TASK INPUT >>

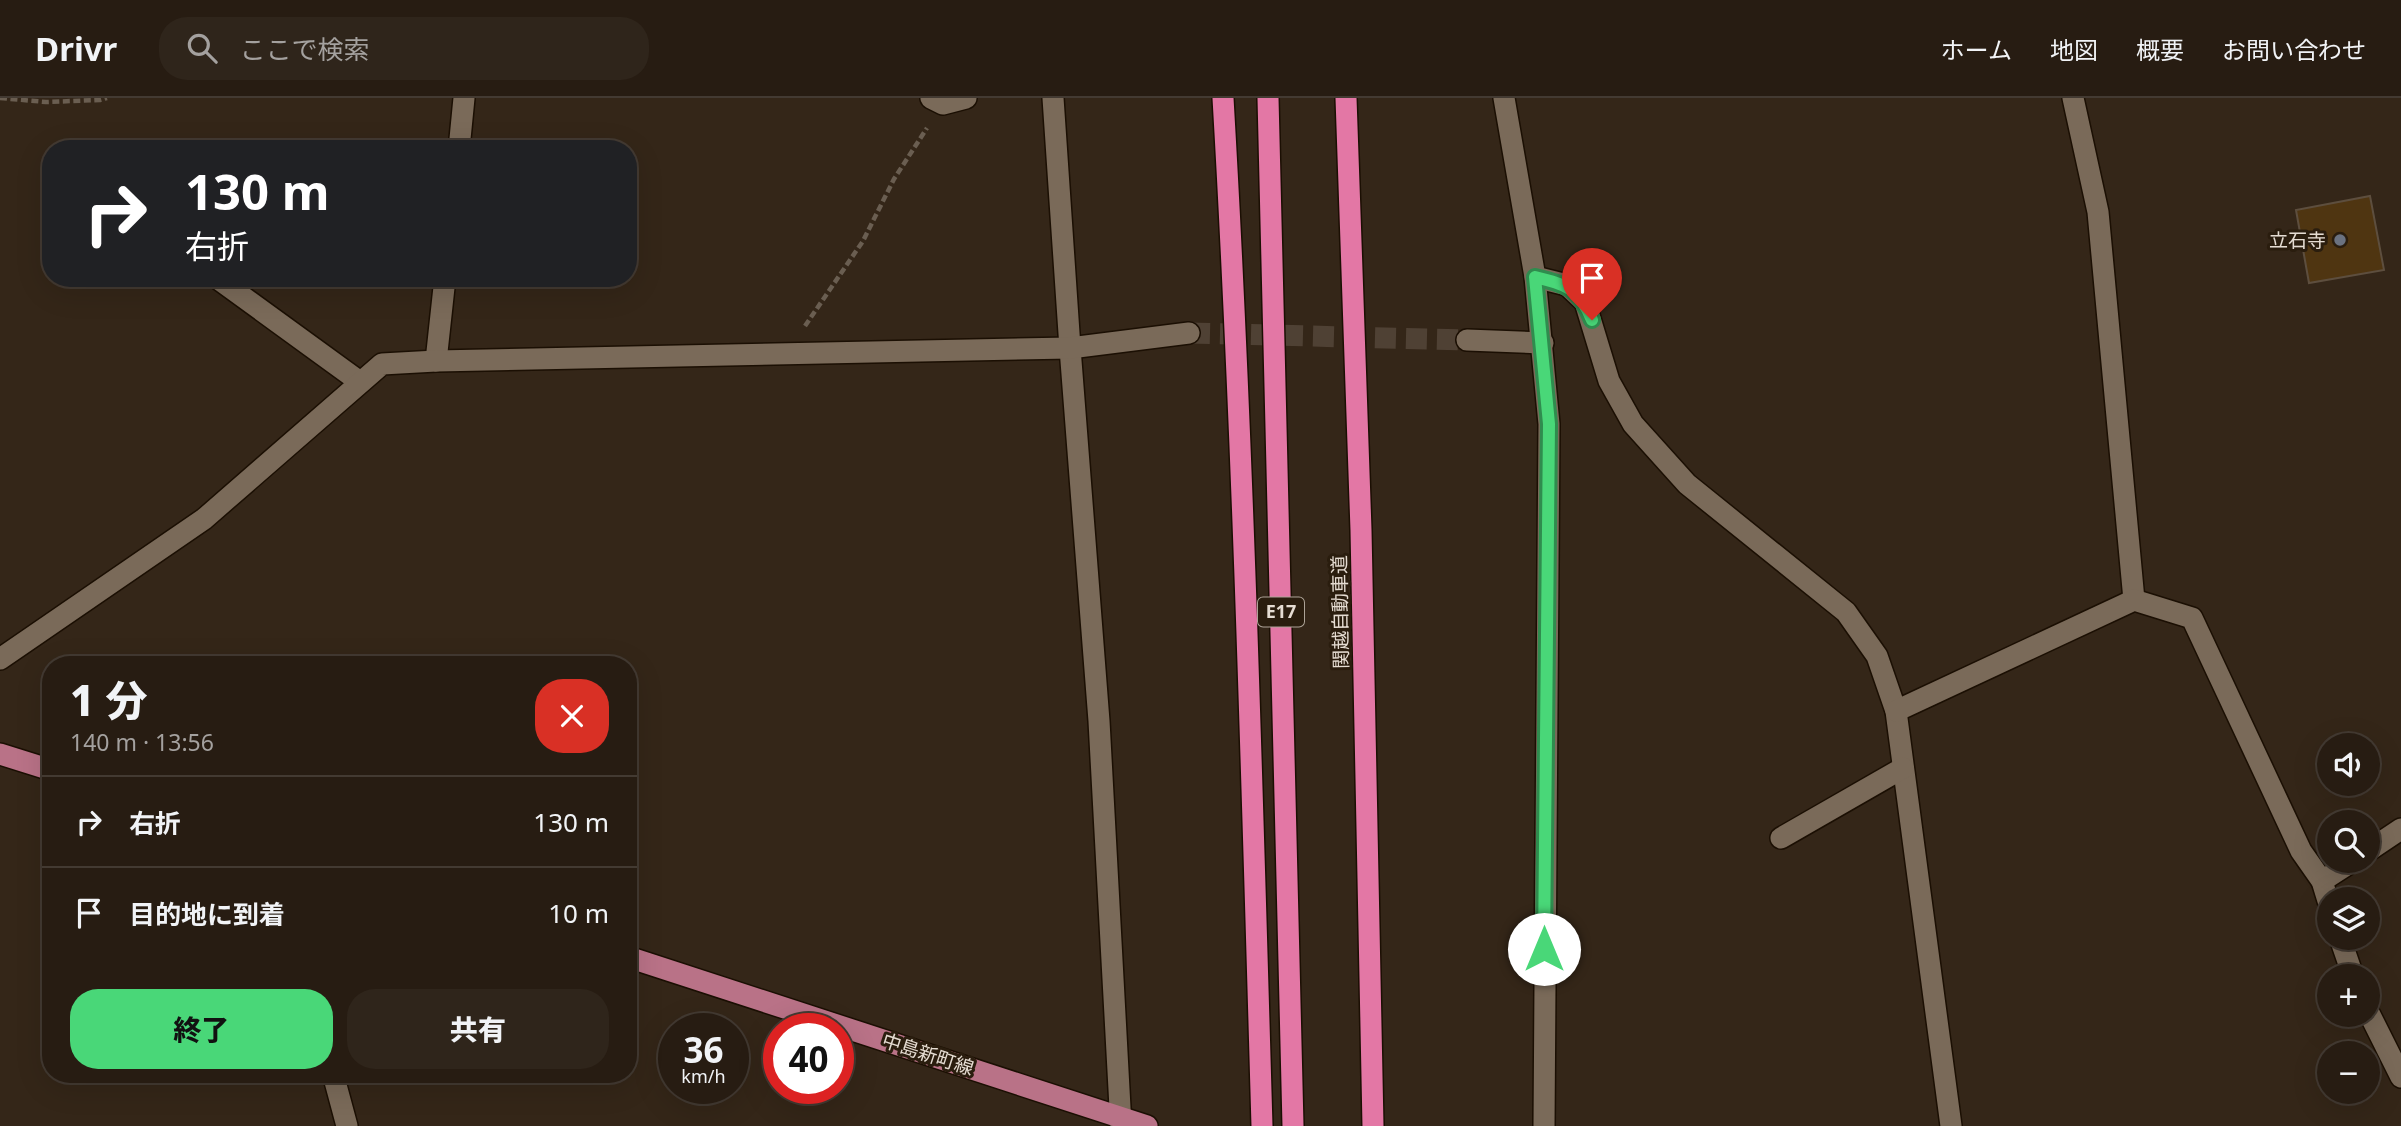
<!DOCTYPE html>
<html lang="ja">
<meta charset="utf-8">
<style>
body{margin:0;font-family:"Noto Sans","Noto Sans JP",sans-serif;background:#2f251b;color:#f1f3f6;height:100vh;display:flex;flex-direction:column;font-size:26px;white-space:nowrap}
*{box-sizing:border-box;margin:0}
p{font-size:23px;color:#a4a19f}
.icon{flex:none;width:38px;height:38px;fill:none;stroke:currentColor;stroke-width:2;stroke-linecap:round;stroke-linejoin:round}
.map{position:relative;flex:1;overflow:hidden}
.side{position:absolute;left:42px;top:558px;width:595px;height:427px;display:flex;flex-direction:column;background:#271c12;border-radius:28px;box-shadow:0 7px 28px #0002,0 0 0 2px #433a32}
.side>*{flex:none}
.guide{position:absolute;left:42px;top:42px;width:595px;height:147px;border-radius:28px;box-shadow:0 7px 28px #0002,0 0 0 2px #433a32;background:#202124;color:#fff;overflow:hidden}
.buttons{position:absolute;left:2317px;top:635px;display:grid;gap:14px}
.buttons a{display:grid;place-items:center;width:63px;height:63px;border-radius:50%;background:#271c12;box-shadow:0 7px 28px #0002,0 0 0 2px #433a32;font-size:35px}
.speed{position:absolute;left:658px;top:915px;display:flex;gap:14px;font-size:35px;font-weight:700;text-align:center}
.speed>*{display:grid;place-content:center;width:91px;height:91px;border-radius:50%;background:#271c12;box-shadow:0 7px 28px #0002,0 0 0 2px #433a32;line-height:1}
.speed small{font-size:18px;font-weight:400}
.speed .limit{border:10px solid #d22;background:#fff;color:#111}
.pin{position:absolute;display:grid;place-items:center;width:60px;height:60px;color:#fff;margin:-72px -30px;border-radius:50% 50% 50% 0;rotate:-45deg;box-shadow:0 0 7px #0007}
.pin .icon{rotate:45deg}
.me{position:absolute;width:77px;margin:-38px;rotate:0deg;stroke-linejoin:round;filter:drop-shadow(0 0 5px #0008)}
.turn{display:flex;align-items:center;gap:24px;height:147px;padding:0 28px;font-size:32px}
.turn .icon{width:91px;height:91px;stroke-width:2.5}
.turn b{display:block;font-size:49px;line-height:60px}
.round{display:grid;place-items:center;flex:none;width:74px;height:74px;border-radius:28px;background:#2f251b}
.headline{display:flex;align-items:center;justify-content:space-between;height:119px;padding:0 28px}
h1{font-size:42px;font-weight:800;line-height:52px}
.primary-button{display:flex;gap:14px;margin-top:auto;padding:14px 28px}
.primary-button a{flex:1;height:80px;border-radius:28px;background:#49d778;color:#111;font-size:28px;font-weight:800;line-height:80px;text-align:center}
.primary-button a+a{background:#2f251b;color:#f1f3f6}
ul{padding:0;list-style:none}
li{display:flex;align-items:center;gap:21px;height:91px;padding:0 28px;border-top:2px solid #433a32}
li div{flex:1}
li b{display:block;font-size:26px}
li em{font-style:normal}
header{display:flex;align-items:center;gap:42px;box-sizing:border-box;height:98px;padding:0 35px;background:#271c12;border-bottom:2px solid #433a32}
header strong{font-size:33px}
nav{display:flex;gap:38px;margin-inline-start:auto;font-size:24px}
.search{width:490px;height:63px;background:#2f251b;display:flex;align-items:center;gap:18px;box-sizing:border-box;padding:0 24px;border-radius:28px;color:#a4a19f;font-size:26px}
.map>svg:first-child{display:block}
</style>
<header>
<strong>Drivr</strong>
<div class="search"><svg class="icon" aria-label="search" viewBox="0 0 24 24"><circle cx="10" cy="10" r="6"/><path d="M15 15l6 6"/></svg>ここで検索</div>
<nav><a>ホーム</a><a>地図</a><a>概要</a><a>お問い合わせ</a></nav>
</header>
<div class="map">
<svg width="2401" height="1028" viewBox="0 0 2401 1028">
<rect width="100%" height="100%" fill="#342618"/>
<path fill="#4f3511" stroke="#5d4e3e" stroke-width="2" d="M 2370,98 L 2384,172 L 2309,185 L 2296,112 Z"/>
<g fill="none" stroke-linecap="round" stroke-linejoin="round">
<path stroke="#4f4134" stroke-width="21" stroke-dasharray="21 10" stroke-linecap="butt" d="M 1189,235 L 1467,242"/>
<g stroke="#1b0f03" stroke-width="24">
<g id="minor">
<path d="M 931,0 L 943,6 L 966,0"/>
<path d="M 1053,0 L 1070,250 L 1099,623 L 1121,1028"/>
<path d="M 1504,0 L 1535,179 L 1549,326 L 1544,1028"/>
<path d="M 2073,0 L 2098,114 L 2134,502"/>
<path d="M 459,51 L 464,0"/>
<path d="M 1535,179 L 1567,187 L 1585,204 L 1609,283 L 1633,326 L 1687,386 L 1846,514 L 1877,558 L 1896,613 L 1951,1028"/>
<path d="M 217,180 L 360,284"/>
<path d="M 1467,242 L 1543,245"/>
<path d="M 436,263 L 445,180"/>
<path d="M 0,561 L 204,421 L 382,266 L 436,263 L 1070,250 L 1189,235"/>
<path d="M 1896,613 L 2134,502 L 2192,520 L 2301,753 L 2322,783 L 2329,806"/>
<path d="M 1781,740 L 1903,670"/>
<path d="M 2368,753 L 2401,731"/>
<path d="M 2322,783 L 2353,763"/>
<path d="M 2340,840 L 2353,878"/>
<path d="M 2368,913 L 2401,979"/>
<path d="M 333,976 L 347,1028"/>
</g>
</g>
<g stroke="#1b0f03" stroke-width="24">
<g id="major">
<path d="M 0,656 L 51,672"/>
<path d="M 628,859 L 1147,1028"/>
</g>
</g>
<g stroke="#1b0f03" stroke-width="24">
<g id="highway">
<path d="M 1223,0 C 1243,342 1252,685 1262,1028"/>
<path d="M 1268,0 L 1293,1028"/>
<path d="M 1346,0 L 1361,432 L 1373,1028"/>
</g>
</g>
<g stroke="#6a5e51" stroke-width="4.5" stroke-dasharray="7 3.5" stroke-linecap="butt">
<path d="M 0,0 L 46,4 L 100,2 L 107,0"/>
<path d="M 805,228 L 863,143 L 894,81 L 927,30"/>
</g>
<use href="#minor" stroke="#7a6a59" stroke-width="21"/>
<use href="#major" stroke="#b97287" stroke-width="21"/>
<use href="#highway" stroke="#e377a5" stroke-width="21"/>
</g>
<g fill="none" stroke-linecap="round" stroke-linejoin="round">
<g stroke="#2f8c4e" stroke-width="18">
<path id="route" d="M 1544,851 L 1549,326 L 1535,179 C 1567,187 1579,190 1592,222"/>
</g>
<use href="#route" stroke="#49d778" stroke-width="12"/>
</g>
<circle fill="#6b7280" stroke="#2a1d0e" stroke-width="2.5" cx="2340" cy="142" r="7"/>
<g text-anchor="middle" stroke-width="6" stroke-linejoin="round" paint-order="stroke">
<rect fill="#2a1d0e" stroke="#ada397" stroke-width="2" x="1258" y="499.5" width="46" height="29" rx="5"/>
<g font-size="18" font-weight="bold" fill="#e5dcd2">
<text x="1281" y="520">E17</text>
</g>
<g font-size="19" fill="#e5dcd2" stroke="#2a1d0e" text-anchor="end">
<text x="2326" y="149">立石寺</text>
</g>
<g font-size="19" fill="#e5dcd2" stroke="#2a1d0e">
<text transform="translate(1340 514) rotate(-91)" y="7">関越自動車道</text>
<text transform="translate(928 956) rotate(18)" y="7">中島新町線</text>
</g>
</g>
</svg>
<div class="buttons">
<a><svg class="icon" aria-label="sound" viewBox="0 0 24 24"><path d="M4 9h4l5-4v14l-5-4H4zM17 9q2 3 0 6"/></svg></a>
<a><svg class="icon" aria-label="search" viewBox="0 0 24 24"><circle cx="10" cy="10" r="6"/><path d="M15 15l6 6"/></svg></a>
<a><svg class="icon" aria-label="layers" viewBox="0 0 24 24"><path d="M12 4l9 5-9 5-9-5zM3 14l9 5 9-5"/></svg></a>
<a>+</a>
<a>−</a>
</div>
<div class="speed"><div>36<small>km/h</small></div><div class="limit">40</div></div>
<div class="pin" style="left:1592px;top:222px;background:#d93025"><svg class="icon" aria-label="arrive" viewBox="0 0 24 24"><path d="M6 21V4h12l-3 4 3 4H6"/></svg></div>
<svg class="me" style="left:1544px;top:851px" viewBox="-20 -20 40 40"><circle r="19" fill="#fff"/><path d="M0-13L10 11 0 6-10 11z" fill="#49d778"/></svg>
<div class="guide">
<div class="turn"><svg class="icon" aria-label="right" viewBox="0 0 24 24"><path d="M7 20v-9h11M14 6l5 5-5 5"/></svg><div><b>130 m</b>右折</div></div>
</div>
<section class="side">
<div class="headline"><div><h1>1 分</h1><p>140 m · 13:56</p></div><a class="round" style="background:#d93025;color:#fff"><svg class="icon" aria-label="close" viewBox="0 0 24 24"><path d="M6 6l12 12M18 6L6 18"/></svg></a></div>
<ul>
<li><svg class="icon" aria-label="right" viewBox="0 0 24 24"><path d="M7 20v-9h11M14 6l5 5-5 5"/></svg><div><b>右折</b></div><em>130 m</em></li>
<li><svg class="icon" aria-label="arrive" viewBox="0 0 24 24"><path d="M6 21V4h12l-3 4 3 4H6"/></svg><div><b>目的地に到着</b></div><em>10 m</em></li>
</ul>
<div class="primary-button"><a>終了</a><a>共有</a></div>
</section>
</div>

PROBLEM >> Scan the material for lines with the word "buttons", and copy each line you find.

WRITTEN SOLUTION >>
.buttons{position:absolute;left:2317px;top:635px;display:grid;gap:14px}
.buttons a{display:grid;place-items:center;width:63px;height:63px;border-radius:50%;background:#271c12;box-shadow:0 7px 28px #0002,0 0 0 2px #433a32;font-size:35px}
<div class="buttons">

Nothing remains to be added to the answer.